* [TASK] Using the records below, write out again exactly the lines that begin at the line containing "Map reading. Read" and end at the line containing "Map reading. Build", and no other lines.

─── RECORDS SUPPLIED

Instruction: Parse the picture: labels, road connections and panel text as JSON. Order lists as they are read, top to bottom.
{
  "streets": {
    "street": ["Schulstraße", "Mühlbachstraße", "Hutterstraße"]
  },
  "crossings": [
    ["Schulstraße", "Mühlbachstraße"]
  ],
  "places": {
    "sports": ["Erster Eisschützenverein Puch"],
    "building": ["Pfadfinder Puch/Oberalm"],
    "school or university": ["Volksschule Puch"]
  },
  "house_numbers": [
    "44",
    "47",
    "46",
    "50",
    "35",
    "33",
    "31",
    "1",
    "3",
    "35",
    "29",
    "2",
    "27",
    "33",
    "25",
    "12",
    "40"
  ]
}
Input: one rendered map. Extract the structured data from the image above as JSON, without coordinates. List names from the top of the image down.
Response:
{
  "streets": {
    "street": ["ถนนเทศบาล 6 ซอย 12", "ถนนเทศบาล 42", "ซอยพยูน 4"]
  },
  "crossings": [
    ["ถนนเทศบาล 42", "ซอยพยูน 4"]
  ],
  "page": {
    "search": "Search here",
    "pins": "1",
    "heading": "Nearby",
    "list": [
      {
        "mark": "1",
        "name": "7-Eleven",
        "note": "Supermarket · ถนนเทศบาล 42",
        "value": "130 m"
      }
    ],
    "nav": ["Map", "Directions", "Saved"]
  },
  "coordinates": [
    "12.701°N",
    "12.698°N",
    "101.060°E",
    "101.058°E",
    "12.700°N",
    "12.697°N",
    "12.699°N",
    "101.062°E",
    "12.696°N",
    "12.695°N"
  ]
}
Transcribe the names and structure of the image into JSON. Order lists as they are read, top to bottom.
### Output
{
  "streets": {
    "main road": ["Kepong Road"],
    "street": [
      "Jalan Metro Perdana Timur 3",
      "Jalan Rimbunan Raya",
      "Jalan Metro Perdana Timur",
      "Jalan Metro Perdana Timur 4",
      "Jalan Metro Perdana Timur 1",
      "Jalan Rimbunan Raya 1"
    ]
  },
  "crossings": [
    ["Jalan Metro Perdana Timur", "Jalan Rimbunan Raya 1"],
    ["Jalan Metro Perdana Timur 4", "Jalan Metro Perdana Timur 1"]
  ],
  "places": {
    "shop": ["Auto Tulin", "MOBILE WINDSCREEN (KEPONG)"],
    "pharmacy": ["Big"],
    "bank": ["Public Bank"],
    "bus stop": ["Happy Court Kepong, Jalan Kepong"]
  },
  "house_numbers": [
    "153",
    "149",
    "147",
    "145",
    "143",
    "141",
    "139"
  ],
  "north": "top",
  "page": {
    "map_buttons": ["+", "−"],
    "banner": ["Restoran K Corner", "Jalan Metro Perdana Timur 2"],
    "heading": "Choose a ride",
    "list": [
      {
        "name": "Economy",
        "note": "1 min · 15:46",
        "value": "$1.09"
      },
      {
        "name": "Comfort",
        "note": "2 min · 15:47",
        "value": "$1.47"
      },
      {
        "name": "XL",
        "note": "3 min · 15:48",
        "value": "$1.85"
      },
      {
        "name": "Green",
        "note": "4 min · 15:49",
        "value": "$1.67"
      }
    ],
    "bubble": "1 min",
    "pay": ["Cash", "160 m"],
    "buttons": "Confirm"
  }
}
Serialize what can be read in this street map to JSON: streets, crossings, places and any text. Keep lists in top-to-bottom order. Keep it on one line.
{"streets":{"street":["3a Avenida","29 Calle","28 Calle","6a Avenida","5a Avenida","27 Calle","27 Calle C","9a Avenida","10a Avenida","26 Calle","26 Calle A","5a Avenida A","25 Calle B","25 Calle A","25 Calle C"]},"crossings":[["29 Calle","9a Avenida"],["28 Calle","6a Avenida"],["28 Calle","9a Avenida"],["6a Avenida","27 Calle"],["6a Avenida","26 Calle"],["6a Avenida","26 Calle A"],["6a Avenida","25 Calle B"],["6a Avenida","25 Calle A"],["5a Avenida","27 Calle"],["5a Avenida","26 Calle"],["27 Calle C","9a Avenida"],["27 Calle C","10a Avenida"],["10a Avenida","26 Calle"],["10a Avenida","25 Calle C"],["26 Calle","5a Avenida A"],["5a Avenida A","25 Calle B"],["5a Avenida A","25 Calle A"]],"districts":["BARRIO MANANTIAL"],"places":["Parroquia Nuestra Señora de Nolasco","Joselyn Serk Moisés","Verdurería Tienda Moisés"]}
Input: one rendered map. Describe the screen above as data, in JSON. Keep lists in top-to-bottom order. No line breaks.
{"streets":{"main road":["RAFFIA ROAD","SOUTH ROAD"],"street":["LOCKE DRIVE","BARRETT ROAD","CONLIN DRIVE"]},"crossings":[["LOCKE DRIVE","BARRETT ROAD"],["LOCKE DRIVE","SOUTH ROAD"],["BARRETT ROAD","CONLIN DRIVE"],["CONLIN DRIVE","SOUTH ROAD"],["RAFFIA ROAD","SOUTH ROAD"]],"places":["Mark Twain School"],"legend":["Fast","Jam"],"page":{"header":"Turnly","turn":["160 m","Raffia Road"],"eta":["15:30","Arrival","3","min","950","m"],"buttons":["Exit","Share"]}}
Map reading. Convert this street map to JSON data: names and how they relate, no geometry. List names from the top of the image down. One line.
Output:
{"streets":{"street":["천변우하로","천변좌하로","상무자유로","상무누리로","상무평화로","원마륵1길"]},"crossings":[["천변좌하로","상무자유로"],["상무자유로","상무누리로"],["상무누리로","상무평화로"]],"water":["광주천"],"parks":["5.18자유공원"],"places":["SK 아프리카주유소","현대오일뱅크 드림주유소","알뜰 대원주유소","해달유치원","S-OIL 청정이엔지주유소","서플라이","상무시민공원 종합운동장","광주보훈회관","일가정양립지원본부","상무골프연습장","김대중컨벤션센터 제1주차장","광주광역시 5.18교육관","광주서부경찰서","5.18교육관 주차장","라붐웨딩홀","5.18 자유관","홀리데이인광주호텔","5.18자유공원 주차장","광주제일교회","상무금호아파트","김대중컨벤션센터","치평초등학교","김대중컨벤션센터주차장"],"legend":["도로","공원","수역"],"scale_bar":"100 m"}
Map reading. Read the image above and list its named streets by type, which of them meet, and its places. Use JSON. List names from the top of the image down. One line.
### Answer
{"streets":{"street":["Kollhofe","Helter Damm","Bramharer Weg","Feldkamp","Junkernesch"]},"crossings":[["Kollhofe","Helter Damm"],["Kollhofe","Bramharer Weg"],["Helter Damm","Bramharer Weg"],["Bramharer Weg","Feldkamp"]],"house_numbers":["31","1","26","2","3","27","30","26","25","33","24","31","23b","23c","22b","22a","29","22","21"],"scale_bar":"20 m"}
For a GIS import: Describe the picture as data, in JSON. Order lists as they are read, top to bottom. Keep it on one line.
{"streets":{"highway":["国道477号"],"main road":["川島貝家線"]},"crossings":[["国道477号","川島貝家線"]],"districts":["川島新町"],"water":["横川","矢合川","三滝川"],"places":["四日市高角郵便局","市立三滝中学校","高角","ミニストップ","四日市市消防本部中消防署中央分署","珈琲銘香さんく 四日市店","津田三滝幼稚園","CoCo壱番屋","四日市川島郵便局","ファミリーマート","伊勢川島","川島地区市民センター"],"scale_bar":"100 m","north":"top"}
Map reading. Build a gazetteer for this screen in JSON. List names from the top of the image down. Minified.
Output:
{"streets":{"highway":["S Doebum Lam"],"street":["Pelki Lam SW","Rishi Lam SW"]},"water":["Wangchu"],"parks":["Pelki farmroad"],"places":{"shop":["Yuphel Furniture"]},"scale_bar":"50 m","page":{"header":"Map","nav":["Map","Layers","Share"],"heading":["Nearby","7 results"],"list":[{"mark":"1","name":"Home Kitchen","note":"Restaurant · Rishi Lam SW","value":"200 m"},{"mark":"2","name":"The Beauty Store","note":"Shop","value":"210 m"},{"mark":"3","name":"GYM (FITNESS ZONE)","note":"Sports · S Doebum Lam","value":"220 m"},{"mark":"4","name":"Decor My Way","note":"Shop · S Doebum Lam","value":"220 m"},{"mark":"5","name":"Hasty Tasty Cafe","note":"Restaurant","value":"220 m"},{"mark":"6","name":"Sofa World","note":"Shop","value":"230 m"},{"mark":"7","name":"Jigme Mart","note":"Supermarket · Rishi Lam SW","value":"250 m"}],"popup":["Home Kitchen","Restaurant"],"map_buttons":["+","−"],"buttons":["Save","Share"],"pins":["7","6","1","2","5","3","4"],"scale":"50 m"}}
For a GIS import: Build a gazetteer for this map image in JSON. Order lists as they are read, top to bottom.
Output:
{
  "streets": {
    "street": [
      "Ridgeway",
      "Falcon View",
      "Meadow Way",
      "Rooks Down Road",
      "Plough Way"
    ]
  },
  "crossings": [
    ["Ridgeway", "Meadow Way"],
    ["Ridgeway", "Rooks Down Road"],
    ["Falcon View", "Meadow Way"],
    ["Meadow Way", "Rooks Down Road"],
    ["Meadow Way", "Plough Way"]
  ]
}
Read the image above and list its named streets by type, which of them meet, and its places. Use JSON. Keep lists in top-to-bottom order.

──────

* [RESPONSE FOR THIS EXERCISE]
Map reading. Read the image above and list its named streets by type, which of them meet, and its places. Use JSON. List names from the top of the image down. One line.
### Answer
{"streets":{"street":["Kollhofe","Helter Damm","Bramharer Weg","Feldkamp","Junkernesch"]},"crossings":[["Kollhofe","Helter Damm"],["Kollhofe","Bramharer Weg"],["Helter Damm","Bramharer Weg"],["Bramharer Weg","Feldkamp"]],"house_numbers":["31","1","26","2","3","27","30","26","25","33","24","31","23b","23c","22b","22a","29","22","21"],"scale_bar":"20 m"}
For a GIS import: Describe the picture as data, in JSON. Order lists as they are read, top to bottom. Keep it on one line.
{"streets":{"highway":["国道477号"],"main road":["川島貝家線"]},"crossings":[["国道477号","川島貝家線"]],"districts":["川島新町"],"water":["横川","矢合川","三滝川"],"places":["四日市高角郵便局","市立三滝中学校","高角","ミニストップ","四日市市消防本部中消防署中央分署","珈琲銘香さんく 四日市店","津田三滝幼稚園","CoCo壱番屋","四日市川島郵便局","ファミリーマート","伊勢川島","川島地区市民センター"],"scale_bar":"100 m","north":"top"}
Map reading. Build a gazetteer for this screen in JSON. List names from the top of the image down. Minified.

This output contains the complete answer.